Will marriage and divorce in Thailand be recognized in Australia?
Will a marriage in Thailand be recognized in Australia?
Generally speaking, Thai marriages will be recognized under Australian law provided the parties to the marriage meet certain conditions.
For the marriage in Thailand to be recognized it must have been compliant with Australian law in the following ways:
- Neither party at the time of the marriage can be married under Australian law to another person.
- Both parties must have been of marital age, i.e. above 16 years for people domiciled outside Australia.
- The parties must have been in relationships prohibited by Australian law i.e. not incestuous.
- The marriage must have been consensual and both parties must have had the requisite mental capacity to understand the ceremony.
Will a divorce in Thailand be recognized in Australia?
Accordingly, if the marriage is recognized in Australia, it is likely the divorce will also be recognized in Australia. This is pursuant to a few conditions; which will be elaborated on below.
For Australia to recognize a divorce in Thailand, a party to the marriage must have had a sufficient connection with Thailand, pursuant to Section 104 of The Family Law Act. One means of satisfying this is that one party must be ‘ordinarily resident’ in Thailand at the ‘relevant date’ of the divorce. The ‘relevant date’ refers to the date of the institution of the proceedings that resulted in the divorce. ‘Ordinarily resident’ will be satisfied if the couple’s last place of cohabitation was Thailand, or if they were living in Thailand continually for not less than one year prior to the aforementioned relevant date. Additionally, if one of the parties is a national of Thailand, this would be satisfied. Therefore, it is assumed that divorces between Australian and Thai spouses would not generally be complicated by this provision, so long as the Thai spouse is a Thai national. This would only manifest as an issue if both parties were Australian nationals.
Once the above has been established, the divorce will be valid in Australia, so long as the following two issues did not occur during the divorce:
Pursuant to Section 104(4)(a) The divorce will not be recognized if either party was denied natural justice during the divorce process. For example, this could mean that one of the parties was not given sufficient warning of the impending divorce and had not been given a chance to be heard at the divorce hearing. Relevant to Thailand perhaps an Australian spouse’s divorce would not be valid if the Australian did not properly understand the divorce process if it was conducted in Thai language.
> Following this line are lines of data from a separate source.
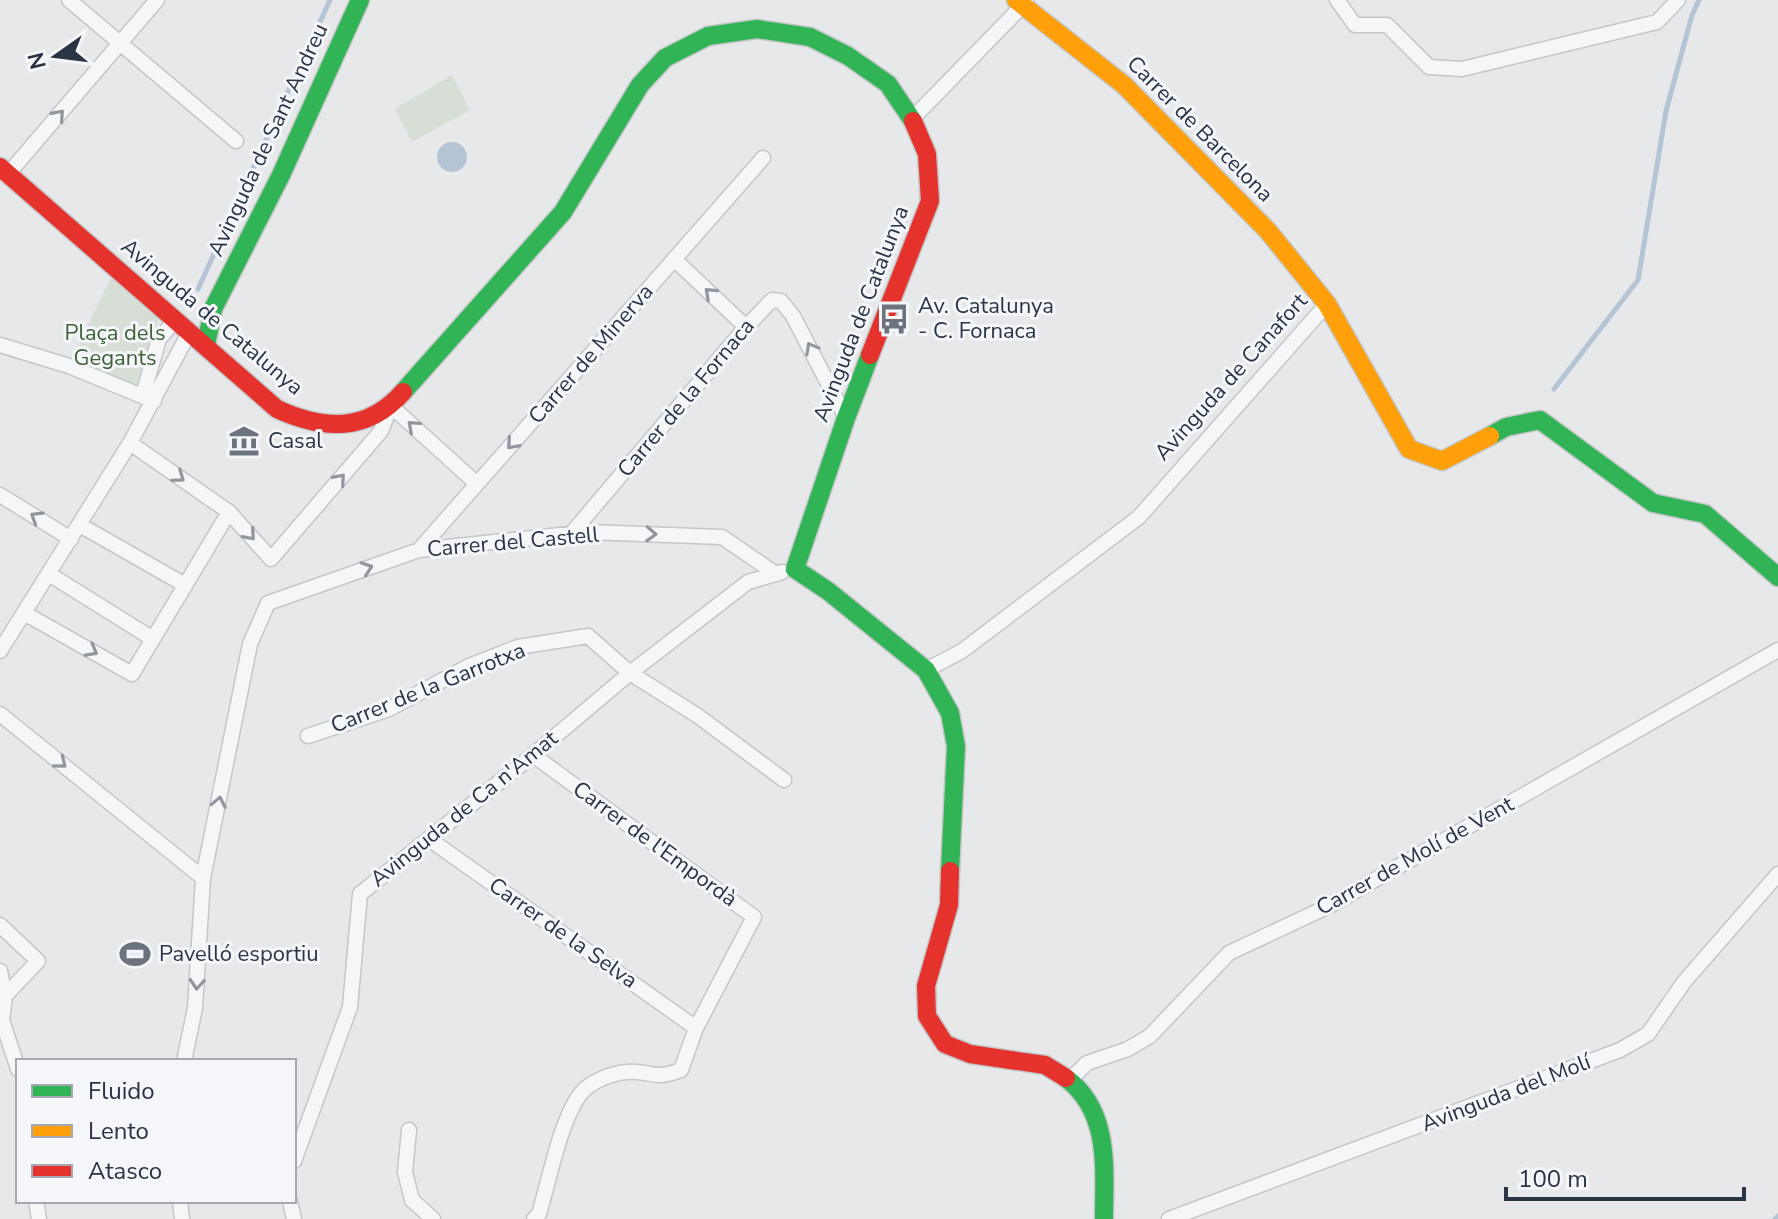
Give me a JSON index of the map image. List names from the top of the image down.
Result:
{
  "streets": {
    "street": [
      "Carrer de Barcelona",
      "Avinguda de Sant Andreu",
      "Avinguda de Catalunya",
      "Carrer de Minerva",
      "Avinguda de Canafort",
      "Carrer de la Fornaca",
      "Carrer del Castell",
      "Carrer de la Garrotxa",
      "Avinguda de Ca n'Amat",
      "Carrer de l'Empordà",
      "Carrer de Molí de Vent",
      "Carrer de la Selva",
      "Avinguda del Molí"
    ]
  },
  "crossings": [
    ["Carrer de Barcelona", "Avinguda de Canafort"],
    ["Avinguda de Sant Andreu", "Avinguda de Catalunya"],
    ["Avinguda de Catalunya", "Carrer de la Fornaca"],
    ["Avinguda de Catalunya", "Carrer del Castell"],
    ["Avinguda de Catalunya", "Avinguda de Ca n'Amat"],
    ["Carrer de Minerva", "Carrer del Castell"],
    ["Carrer de la Fornaca", "Carrer del Castell"],
    ["Carrer del Castell", "Avinguda de Ca n'Amat"],
    ["Carrer de la Garrotxa", "Avinguda de Ca n'Amat"],
    ["Avinguda de Ca n'Amat", "Carrer de l'Empordà"],
    ["Avinguda de Ca n'Amat", "Carrer de la Selva"],
    ["Carrer de l'Empordà", "Carrer de la Selva"]
  ],
  "one_way": ["Carrer de Minerva"],
  "parks": ["Plaça dels Gegants"],
  "places": {
    "bus stop": ["Av. Catalunya - C. Fornaca"],
    "museum": ["Casal"],
    "sports": ["Pavelló esportiu"]
  },
  "legend": ["Fluido", "Lento", "Atasco"],
  "scale_bar": "100 m",
  "north": "left"
}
Pursuant to Section 104(4)(b), the divorce will not be recognized if such recognition would be manifestly contrary to Australian public policy. It is unclear as to the definition of this and what it would mean in the context of foreign divorces. Often the ‘best interests of the child’ are the focus of Australian family law policy, so perhaps a divorce that compromised the interests of the child would not be recognized in Australia.
Accordingly, whether the divorce was a contested or uncontested divorce is inconsequential in determining whether it will be recognized in Australia. What is relevant however is whether natural justice was adhered to with respect to the divorce proceedings, and whether recognizing such a divorce would be contrary to Australian public policy. If this divorce is recognized, then both parties are afforded the right to remarry under Australian law.